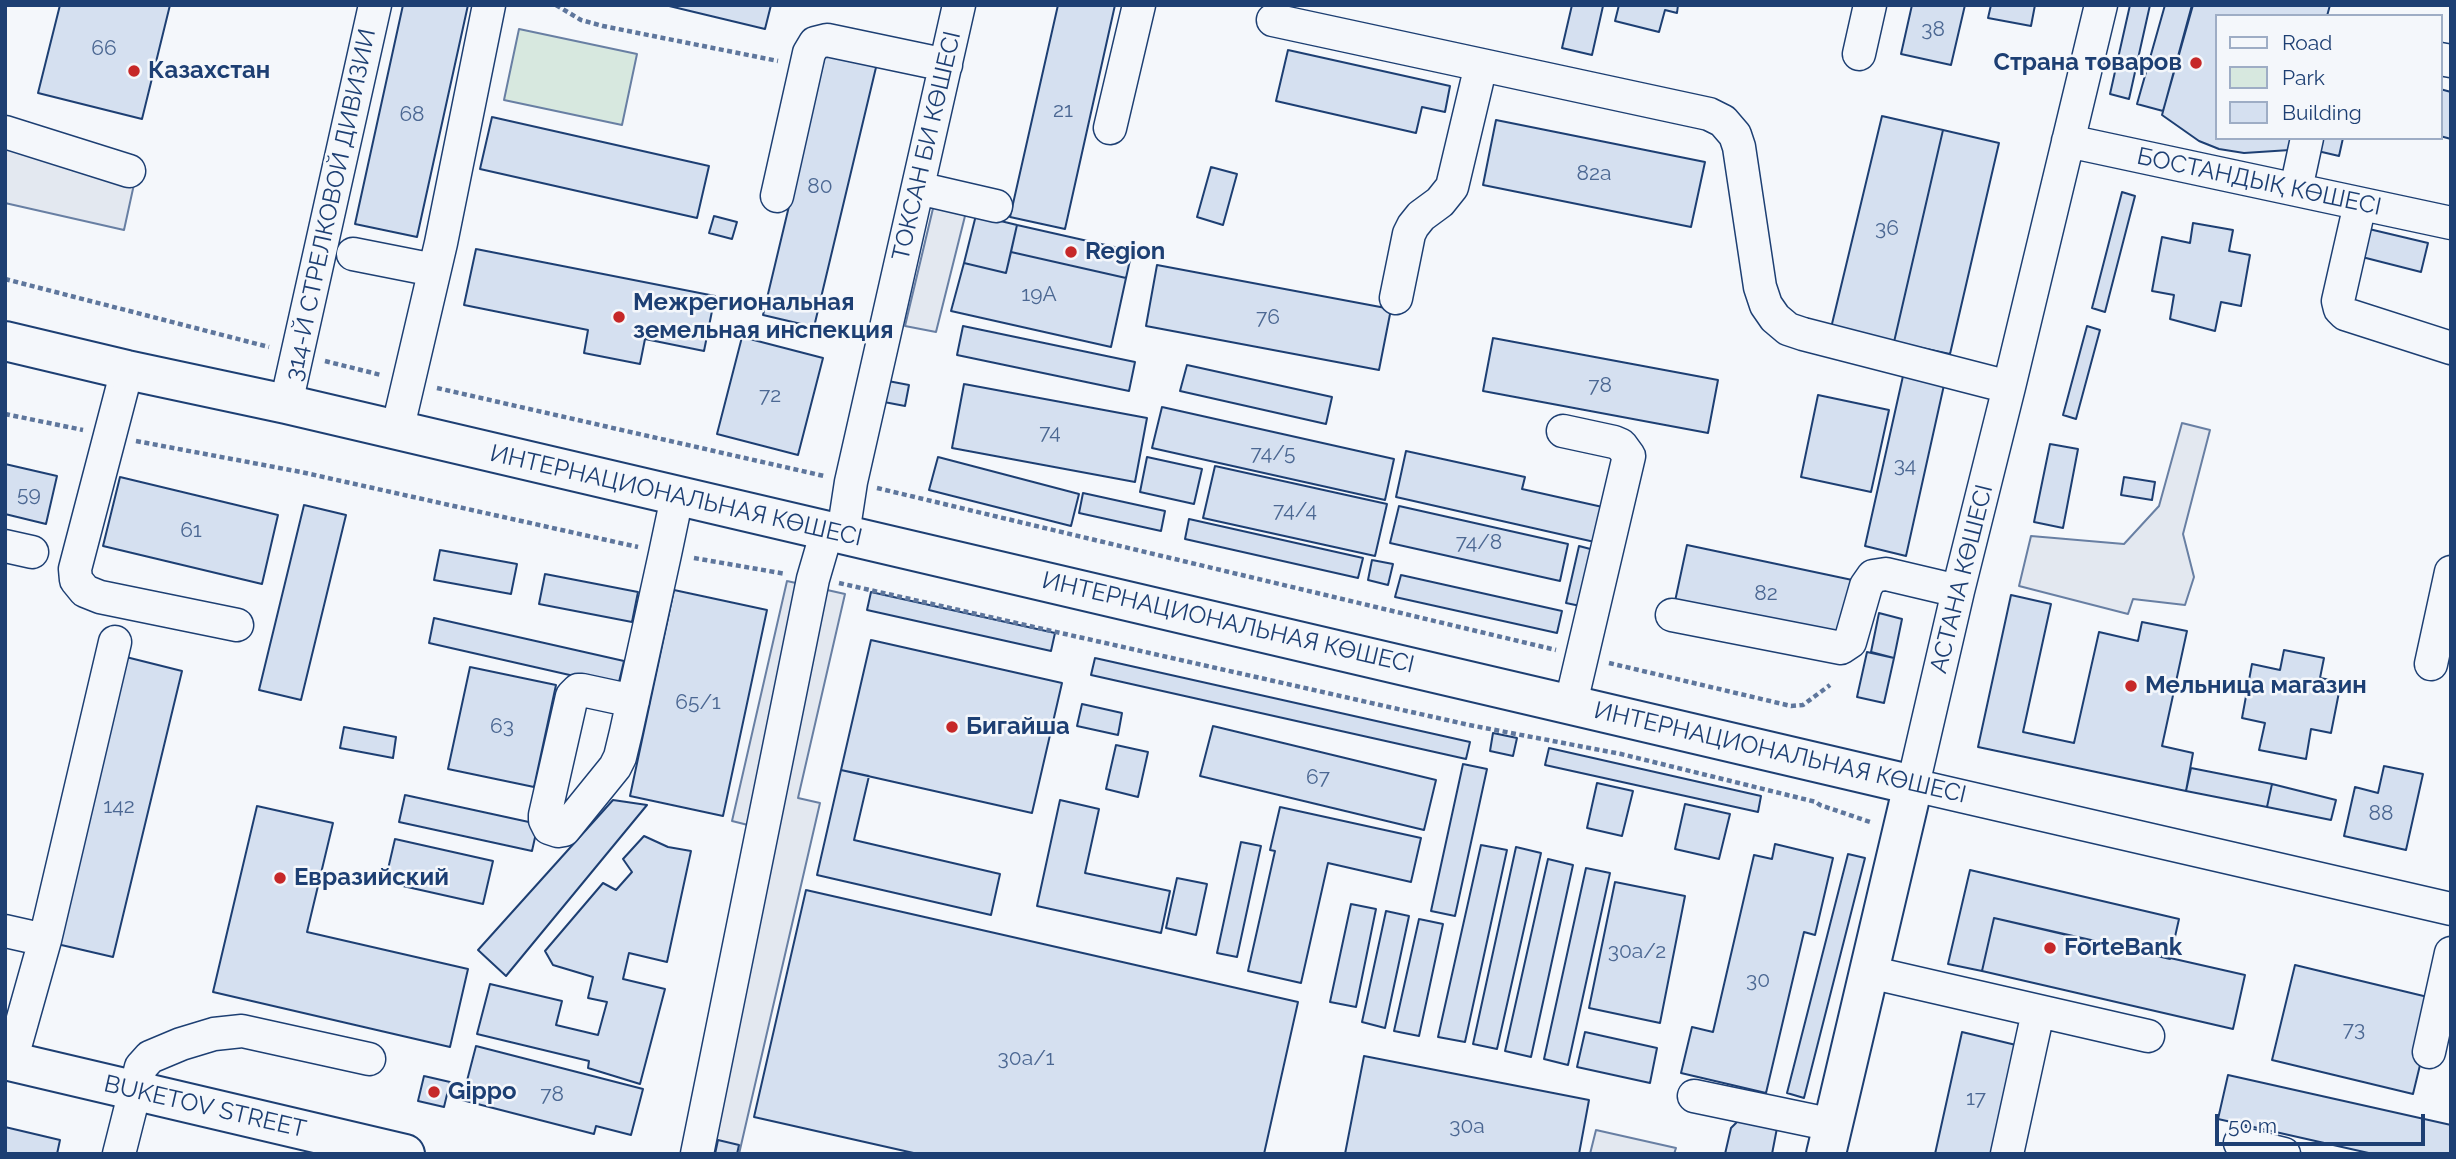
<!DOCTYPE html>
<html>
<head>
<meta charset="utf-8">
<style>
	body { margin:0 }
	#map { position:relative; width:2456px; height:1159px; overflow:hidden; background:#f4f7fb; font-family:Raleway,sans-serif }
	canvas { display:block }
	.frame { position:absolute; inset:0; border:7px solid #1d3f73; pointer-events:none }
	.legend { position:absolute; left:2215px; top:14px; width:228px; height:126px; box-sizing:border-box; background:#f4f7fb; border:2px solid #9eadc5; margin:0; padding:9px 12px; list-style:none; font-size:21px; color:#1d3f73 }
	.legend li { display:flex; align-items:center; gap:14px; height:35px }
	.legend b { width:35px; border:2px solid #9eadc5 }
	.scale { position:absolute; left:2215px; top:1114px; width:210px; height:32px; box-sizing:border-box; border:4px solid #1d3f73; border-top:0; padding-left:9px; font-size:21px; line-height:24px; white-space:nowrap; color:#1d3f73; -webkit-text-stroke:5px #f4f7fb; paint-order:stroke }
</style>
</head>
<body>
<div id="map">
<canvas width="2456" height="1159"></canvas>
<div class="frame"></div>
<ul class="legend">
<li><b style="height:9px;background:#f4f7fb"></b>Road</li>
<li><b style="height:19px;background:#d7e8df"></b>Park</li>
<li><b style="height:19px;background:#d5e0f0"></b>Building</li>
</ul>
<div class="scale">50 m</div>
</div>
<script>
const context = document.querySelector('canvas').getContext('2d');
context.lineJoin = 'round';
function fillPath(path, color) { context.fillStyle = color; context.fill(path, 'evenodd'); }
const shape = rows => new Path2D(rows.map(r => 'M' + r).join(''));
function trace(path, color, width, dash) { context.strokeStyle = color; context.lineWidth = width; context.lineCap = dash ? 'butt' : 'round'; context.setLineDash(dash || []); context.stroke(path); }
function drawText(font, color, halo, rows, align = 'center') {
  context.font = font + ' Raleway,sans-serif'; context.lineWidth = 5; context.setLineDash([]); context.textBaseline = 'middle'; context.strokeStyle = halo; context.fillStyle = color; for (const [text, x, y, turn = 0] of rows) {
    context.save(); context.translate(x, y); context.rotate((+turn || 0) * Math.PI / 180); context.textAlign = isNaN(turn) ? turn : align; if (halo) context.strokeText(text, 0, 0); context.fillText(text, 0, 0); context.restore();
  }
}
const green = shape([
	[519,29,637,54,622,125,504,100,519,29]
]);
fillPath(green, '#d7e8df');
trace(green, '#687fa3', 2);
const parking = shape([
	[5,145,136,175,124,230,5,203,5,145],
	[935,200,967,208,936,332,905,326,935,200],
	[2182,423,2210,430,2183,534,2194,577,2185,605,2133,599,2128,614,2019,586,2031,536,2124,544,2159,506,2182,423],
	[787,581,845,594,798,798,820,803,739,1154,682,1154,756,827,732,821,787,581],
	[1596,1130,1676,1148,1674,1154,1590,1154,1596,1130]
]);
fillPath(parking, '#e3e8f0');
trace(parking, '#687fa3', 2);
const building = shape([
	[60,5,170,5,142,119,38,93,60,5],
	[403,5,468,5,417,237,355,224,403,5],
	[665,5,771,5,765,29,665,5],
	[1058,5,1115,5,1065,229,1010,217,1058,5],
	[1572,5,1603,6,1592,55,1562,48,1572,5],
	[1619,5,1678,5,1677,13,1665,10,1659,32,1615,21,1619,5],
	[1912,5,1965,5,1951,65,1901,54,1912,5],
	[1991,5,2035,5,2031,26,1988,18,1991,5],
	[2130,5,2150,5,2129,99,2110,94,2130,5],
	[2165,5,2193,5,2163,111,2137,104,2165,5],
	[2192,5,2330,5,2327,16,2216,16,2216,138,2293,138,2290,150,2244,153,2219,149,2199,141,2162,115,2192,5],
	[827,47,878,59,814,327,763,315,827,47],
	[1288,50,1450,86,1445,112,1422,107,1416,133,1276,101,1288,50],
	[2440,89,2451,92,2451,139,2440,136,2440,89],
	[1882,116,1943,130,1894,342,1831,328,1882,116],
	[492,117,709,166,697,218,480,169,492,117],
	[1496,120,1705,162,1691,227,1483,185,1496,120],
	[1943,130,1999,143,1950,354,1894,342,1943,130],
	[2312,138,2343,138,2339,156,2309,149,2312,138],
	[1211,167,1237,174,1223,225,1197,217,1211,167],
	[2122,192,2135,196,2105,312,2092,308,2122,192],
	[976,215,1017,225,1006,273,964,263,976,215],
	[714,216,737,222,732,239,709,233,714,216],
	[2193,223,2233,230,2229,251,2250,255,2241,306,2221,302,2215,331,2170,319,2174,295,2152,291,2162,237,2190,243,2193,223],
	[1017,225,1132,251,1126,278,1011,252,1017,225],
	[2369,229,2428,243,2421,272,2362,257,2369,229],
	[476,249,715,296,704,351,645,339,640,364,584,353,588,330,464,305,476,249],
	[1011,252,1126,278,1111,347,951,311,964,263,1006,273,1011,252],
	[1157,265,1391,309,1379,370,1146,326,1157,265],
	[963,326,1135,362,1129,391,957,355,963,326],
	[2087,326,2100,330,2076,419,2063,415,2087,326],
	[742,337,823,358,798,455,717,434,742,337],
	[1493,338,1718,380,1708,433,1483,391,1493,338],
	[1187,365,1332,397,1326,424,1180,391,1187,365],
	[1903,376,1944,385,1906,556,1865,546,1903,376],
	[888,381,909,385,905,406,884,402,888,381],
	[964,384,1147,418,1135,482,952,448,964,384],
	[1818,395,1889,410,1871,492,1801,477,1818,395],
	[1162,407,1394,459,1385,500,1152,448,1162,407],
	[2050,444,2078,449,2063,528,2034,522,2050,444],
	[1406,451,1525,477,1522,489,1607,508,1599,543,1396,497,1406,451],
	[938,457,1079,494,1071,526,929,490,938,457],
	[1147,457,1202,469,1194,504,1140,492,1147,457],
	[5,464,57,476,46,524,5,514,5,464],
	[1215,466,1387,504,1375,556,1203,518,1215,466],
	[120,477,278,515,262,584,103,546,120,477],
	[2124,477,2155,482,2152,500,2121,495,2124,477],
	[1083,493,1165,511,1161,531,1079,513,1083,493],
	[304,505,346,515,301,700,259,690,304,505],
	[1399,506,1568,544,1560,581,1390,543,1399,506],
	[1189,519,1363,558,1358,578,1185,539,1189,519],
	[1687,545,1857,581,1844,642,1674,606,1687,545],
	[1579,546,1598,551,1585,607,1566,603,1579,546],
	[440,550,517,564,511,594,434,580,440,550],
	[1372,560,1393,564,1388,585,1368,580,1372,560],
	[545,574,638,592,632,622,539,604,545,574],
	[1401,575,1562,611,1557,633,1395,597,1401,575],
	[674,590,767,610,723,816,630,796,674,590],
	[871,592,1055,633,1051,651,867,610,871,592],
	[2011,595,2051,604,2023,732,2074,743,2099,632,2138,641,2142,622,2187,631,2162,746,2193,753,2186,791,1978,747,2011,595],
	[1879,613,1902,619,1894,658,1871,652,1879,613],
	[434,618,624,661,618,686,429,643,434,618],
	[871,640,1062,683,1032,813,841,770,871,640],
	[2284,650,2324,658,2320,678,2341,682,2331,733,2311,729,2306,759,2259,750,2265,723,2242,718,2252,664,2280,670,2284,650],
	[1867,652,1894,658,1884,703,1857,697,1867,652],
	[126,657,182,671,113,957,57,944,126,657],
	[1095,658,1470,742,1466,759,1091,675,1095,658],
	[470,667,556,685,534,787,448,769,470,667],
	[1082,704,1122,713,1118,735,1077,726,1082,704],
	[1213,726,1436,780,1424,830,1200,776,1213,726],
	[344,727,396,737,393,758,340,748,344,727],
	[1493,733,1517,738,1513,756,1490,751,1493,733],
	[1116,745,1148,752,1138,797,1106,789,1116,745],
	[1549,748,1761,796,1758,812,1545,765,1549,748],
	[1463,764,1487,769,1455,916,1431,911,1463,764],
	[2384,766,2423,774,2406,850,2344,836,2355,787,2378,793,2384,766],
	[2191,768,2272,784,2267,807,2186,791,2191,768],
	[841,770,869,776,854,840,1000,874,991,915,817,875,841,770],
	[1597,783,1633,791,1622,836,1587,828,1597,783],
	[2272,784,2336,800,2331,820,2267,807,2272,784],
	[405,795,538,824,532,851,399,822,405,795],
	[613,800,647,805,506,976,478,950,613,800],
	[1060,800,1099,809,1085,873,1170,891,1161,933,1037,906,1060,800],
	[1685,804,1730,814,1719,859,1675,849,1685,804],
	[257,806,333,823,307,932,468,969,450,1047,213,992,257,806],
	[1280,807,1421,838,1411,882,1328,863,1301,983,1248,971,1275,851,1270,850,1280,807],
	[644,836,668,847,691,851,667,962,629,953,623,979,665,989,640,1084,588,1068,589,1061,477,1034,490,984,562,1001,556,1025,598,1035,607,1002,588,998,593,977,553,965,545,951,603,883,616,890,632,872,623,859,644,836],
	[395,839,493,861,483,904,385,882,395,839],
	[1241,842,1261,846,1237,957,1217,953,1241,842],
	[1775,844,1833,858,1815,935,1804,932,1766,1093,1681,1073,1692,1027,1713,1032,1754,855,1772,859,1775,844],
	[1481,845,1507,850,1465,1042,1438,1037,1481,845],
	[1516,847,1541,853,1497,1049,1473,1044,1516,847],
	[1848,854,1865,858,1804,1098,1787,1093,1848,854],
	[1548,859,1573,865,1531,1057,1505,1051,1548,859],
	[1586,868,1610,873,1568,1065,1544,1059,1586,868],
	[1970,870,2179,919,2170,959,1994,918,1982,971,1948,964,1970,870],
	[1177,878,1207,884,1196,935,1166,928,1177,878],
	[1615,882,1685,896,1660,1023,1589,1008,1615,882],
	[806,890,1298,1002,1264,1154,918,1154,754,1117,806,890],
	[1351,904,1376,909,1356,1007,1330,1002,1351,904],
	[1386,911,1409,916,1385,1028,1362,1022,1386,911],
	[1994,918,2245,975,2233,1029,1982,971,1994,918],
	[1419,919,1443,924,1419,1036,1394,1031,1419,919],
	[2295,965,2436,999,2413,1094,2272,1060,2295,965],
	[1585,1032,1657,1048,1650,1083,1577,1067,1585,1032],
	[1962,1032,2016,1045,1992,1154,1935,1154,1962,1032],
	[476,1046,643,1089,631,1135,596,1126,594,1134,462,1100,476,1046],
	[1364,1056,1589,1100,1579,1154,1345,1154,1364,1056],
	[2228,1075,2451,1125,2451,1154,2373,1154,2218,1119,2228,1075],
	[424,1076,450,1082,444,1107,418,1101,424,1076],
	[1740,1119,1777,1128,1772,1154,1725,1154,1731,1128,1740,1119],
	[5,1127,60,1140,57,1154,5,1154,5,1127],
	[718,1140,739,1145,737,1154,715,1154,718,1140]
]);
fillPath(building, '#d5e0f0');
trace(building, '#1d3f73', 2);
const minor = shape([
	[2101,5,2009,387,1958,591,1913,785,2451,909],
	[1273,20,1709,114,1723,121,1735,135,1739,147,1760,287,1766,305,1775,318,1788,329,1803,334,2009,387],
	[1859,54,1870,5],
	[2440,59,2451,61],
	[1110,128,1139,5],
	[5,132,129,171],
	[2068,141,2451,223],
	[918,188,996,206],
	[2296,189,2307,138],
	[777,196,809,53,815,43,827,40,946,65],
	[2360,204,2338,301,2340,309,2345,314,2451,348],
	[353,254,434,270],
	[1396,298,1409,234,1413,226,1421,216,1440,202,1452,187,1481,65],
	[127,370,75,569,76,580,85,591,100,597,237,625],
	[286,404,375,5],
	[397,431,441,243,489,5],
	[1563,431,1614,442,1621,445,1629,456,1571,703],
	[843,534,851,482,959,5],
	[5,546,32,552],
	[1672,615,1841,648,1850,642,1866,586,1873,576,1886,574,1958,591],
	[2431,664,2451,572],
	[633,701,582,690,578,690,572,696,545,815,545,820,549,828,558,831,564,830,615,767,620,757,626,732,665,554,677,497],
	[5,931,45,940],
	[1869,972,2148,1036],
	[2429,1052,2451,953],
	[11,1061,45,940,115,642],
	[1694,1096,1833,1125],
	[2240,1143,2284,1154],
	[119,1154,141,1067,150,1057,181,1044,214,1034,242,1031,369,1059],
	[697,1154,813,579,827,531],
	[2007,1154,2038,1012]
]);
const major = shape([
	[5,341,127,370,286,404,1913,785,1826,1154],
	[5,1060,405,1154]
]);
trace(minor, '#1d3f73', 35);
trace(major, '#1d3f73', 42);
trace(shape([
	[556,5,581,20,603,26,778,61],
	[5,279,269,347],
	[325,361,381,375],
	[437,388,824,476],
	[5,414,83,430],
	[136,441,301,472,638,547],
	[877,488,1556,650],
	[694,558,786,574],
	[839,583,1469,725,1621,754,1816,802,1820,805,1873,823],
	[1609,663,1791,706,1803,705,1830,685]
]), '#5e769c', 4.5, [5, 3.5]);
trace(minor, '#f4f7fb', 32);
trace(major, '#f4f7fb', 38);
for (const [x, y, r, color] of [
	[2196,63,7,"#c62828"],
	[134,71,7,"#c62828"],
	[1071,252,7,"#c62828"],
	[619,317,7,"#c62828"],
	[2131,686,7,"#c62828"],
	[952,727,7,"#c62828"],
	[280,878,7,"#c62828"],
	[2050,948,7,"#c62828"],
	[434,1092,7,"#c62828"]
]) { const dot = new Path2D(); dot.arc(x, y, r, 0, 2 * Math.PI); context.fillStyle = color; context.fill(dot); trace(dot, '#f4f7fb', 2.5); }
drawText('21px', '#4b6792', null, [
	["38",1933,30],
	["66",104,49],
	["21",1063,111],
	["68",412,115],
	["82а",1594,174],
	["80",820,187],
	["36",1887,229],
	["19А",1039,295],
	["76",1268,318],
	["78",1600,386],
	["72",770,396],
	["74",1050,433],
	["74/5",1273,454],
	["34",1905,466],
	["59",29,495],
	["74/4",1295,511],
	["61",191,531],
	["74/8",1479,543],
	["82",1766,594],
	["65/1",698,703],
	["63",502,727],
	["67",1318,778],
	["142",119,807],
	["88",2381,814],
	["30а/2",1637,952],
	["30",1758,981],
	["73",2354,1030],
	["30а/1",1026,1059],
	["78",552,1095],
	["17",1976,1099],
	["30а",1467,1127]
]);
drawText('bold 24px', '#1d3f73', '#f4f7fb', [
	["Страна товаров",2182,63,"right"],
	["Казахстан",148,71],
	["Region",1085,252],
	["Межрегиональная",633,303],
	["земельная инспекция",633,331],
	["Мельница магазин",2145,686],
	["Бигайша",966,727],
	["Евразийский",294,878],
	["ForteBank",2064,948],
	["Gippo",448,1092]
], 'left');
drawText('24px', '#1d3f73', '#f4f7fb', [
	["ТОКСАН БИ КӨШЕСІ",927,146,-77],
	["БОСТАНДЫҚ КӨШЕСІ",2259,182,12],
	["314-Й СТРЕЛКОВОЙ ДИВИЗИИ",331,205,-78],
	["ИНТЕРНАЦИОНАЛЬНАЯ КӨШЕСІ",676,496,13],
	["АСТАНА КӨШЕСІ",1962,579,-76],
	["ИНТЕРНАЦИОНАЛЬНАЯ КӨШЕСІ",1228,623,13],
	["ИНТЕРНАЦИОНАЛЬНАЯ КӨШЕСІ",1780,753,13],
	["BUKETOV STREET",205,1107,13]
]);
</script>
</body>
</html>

━━━━━━━━━━━━━━━━━━━━━━━━━━━━━━

# WHAT THE EXERCISE ASKS
Report only the number of lines in the listing that contain the word "center".

# TASK OUTPUT
2